As for the Republican's fixation on eliminating "regulatory burdens" and cutting taxes for wealthy "job creators" -- that is exactly the plan that lead to the deregulation of Wall Street and the crash -- and that generated exactly zero private sector job growth during the Bush years -- that's right zero. We've been there and tried that. It didn't work when Herbert Hoover tried it before the Great Depression and it didn't work when George Bush tried it before the Great Recession.

And of course in both cases that policy lead more and more of the fruits of our economy to go to the top two percent of Americans and less and less to the middle class.

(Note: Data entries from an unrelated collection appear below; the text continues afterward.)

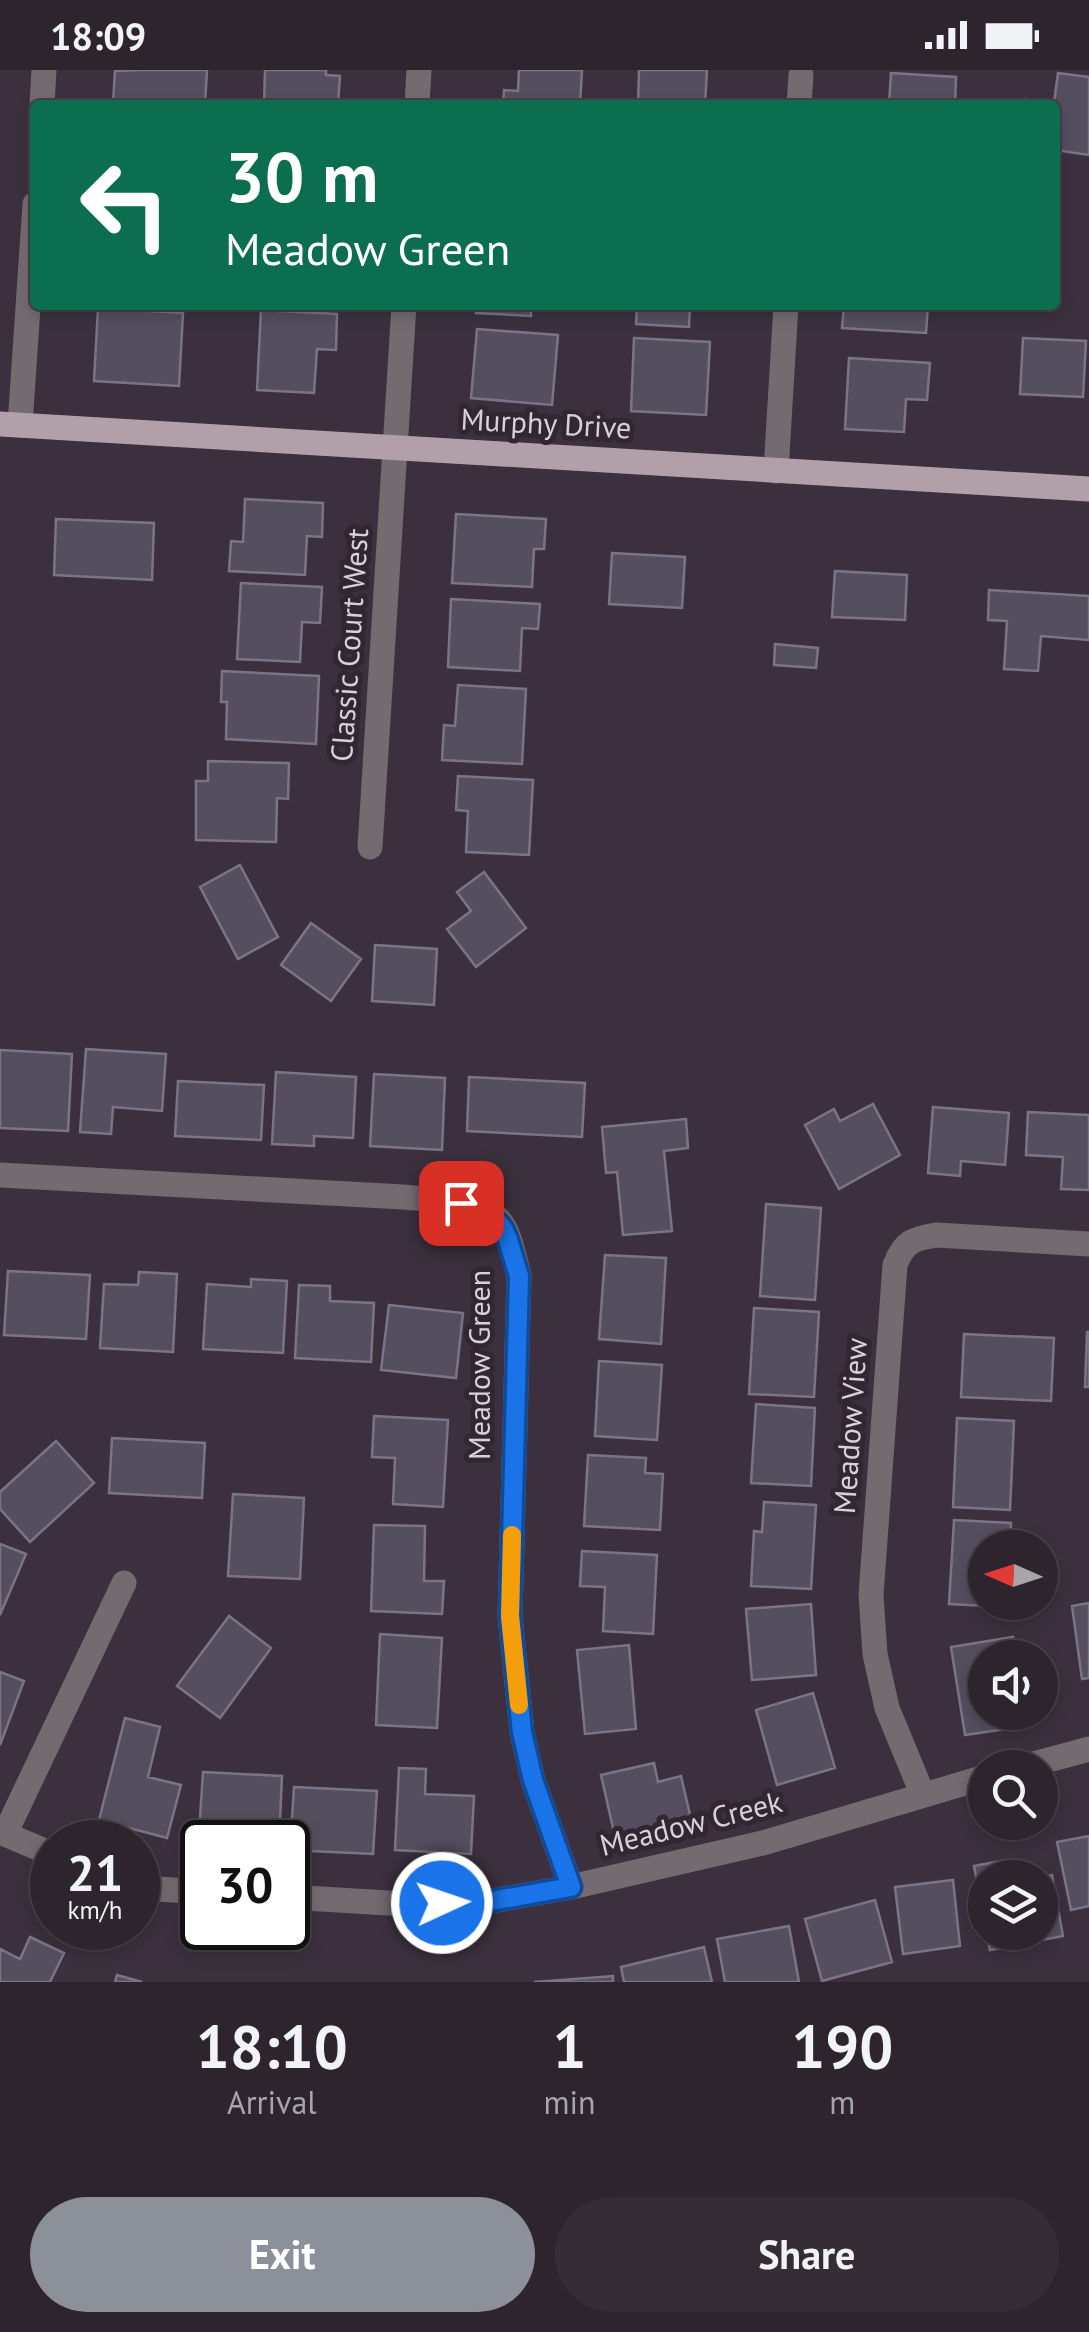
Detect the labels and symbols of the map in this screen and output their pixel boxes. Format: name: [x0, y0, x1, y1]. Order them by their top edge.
street label: Murphy Drive: [460, 399, 632, 446]
street label: Classic Court West: [321, 527, 376, 763]
pin: [419, 1161, 504, 1246]
street label: Meadow Green: [459, 1270, 498, 1460]
street label: Meadow View: [824, 1337, 875, 1515]
north arrow: [968, 1530, 1058, 1620]
street label: Meadow Creek: [595, 1781, 786, 1864]
speed limit sign: 30: [180, 1820, 310, 1950]
position arrow: [390, 1851, 494, 1955]

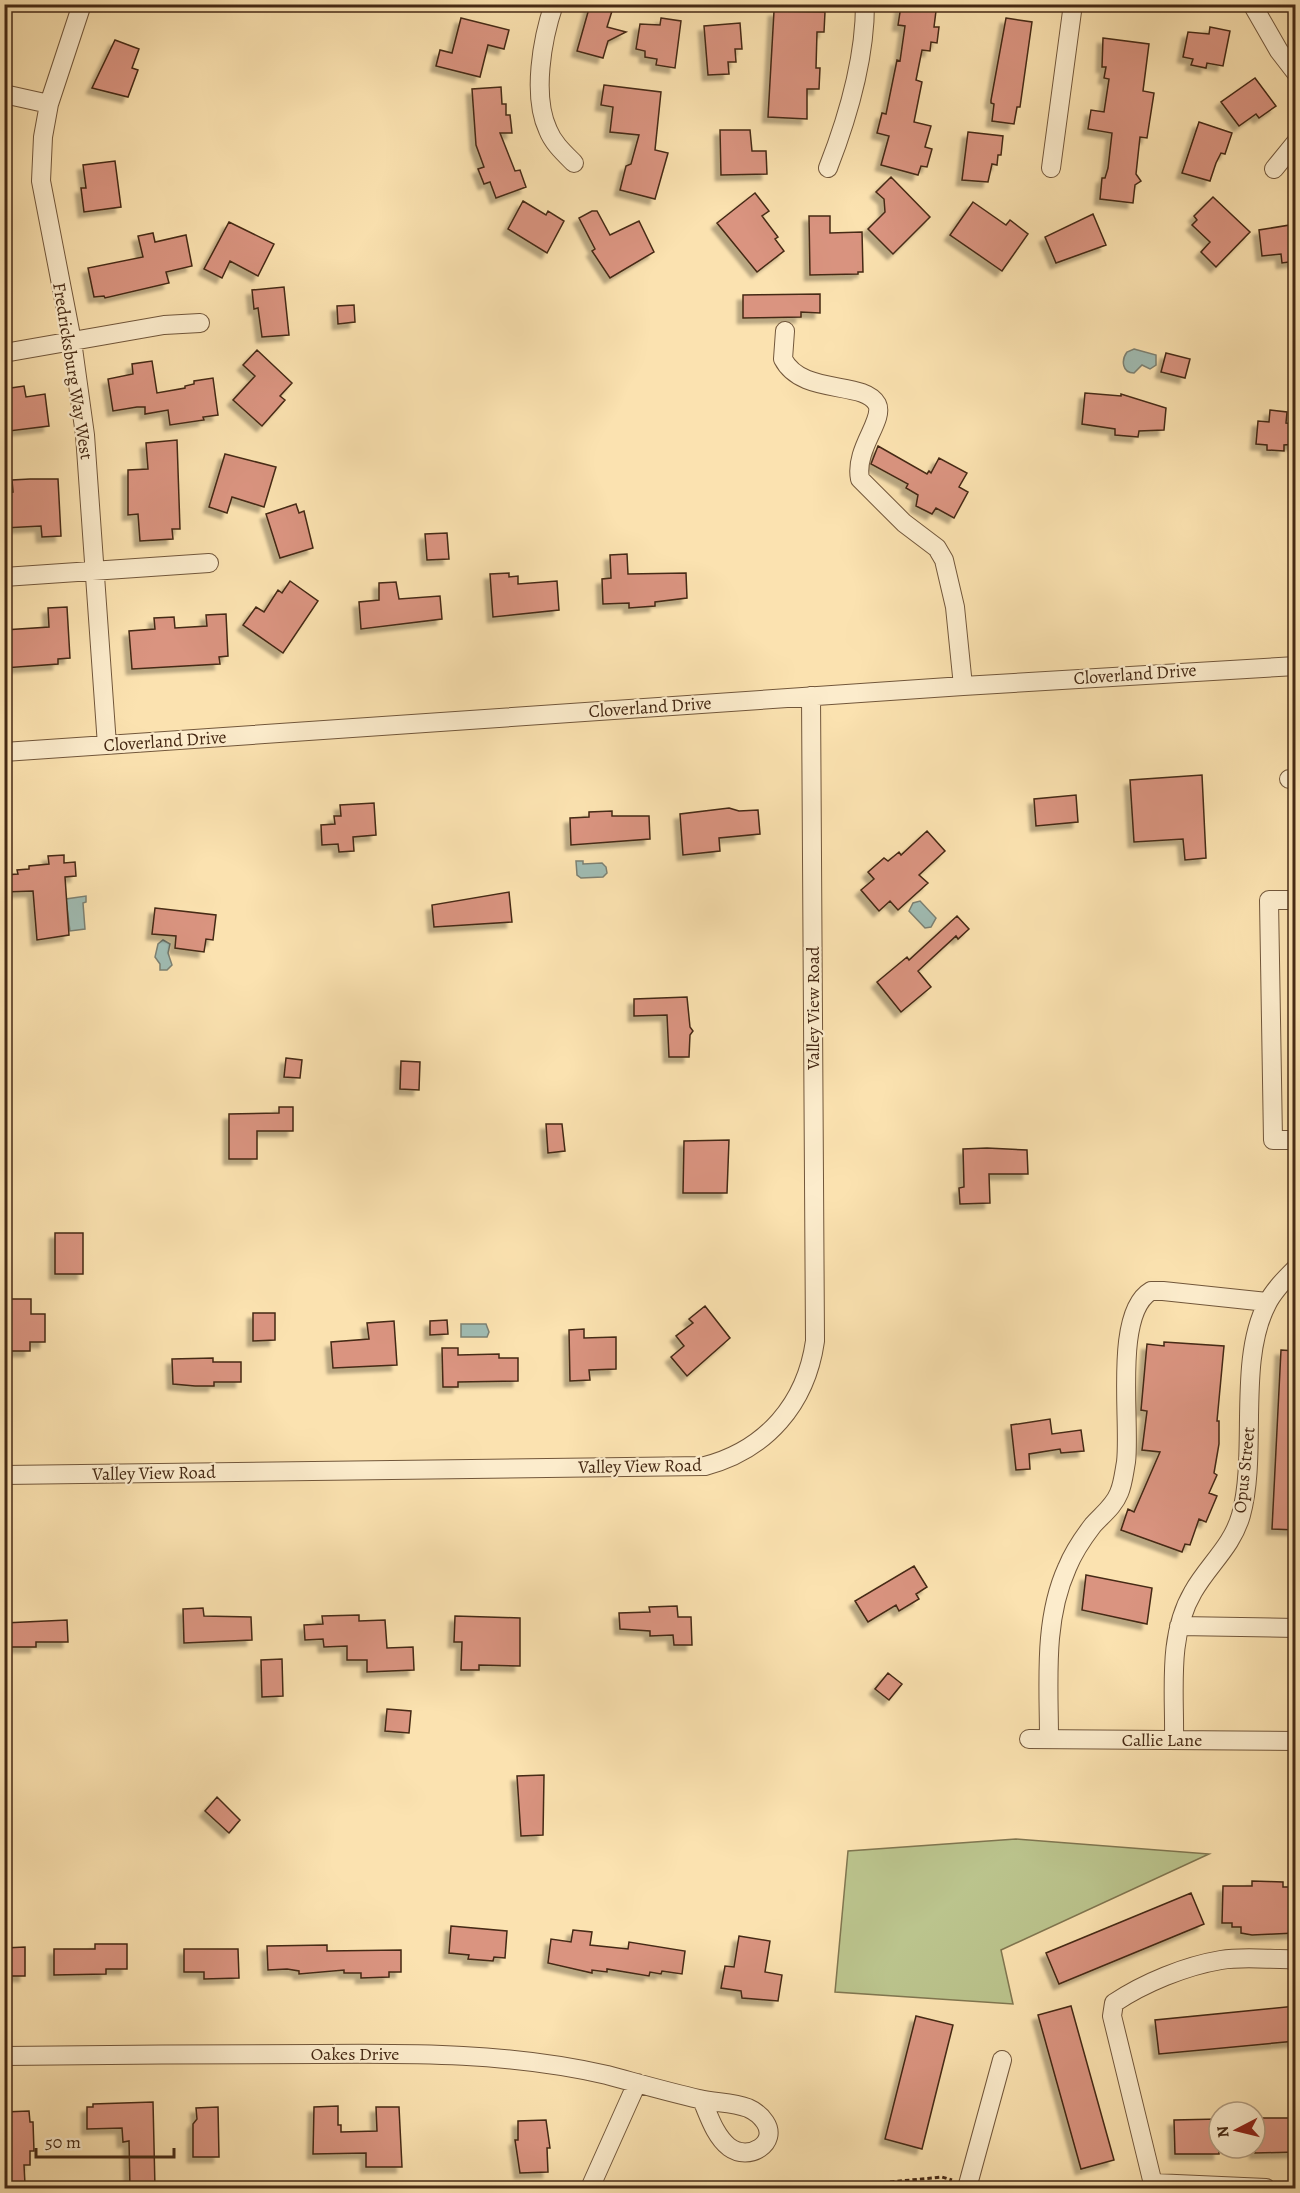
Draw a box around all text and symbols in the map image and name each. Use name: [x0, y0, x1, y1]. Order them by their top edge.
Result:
street label: Fredricksburg Way West: [47, 281, 99, 461]
street label: Cloverland Drive: [1073, 658, 1197, 690]
street label: Cloverland Drive: [588, 691, 712, 723]
street label: Cloverland Drive: [103, 725, 227, 757]
street label: Valley View Road: [801, 946, 825, 1071]
street label: Opus Street: [1228, 1426, 1260, 1514]
street label: Valley View Road: [577, 1453, 702, 1479]
street label: Valley View Road: [91, 1460, 216, 1486]
street label: Callie Lane: [1122, 1728, 1202, 1752]
street label: Oakes Drive: [311, 2042, 399, 2066]
north arrow: [1207, 2100, 1267, 2160]
scale bar: [36, 2121, 174, 2159]
text: N: [1211, 2124, 1235, 2139]
text: 50 m: [45, 2130, 81, 2154]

Today 400 families control as much wealth as 150 million Americans. That kind of gaping inequality creates the conditions that lead to economic stagnation, because when the income of everyday workers don't increase to keep pace with increases in worker productivity, it is mathematically impossible for workers to buy the new products they create.

Henry Ford understood that to be successful he had to pay his workers enough so that they, themselves, could by the cars they produced. Rick Perry and the Republicans don't get that simple fact. Luckily, President Obama does.

But this speech did more than clearly define the difference between progressive and right wing economic philosophy. It had huge political benefits for the president and Democrats.

First, Obama rejected the Republican view that there is nothing we can do to create new jobs but cut government spending and pray. He argued that we can take the future into our own hands -- that we are not just the victims of forces that are so big and so powerful that we are simply at their mercy. People don't want to be told they are helpless or that they must simply get used to the "new normal" and watch the American Dream go up in smoke. They want leadership, and Obama provided it.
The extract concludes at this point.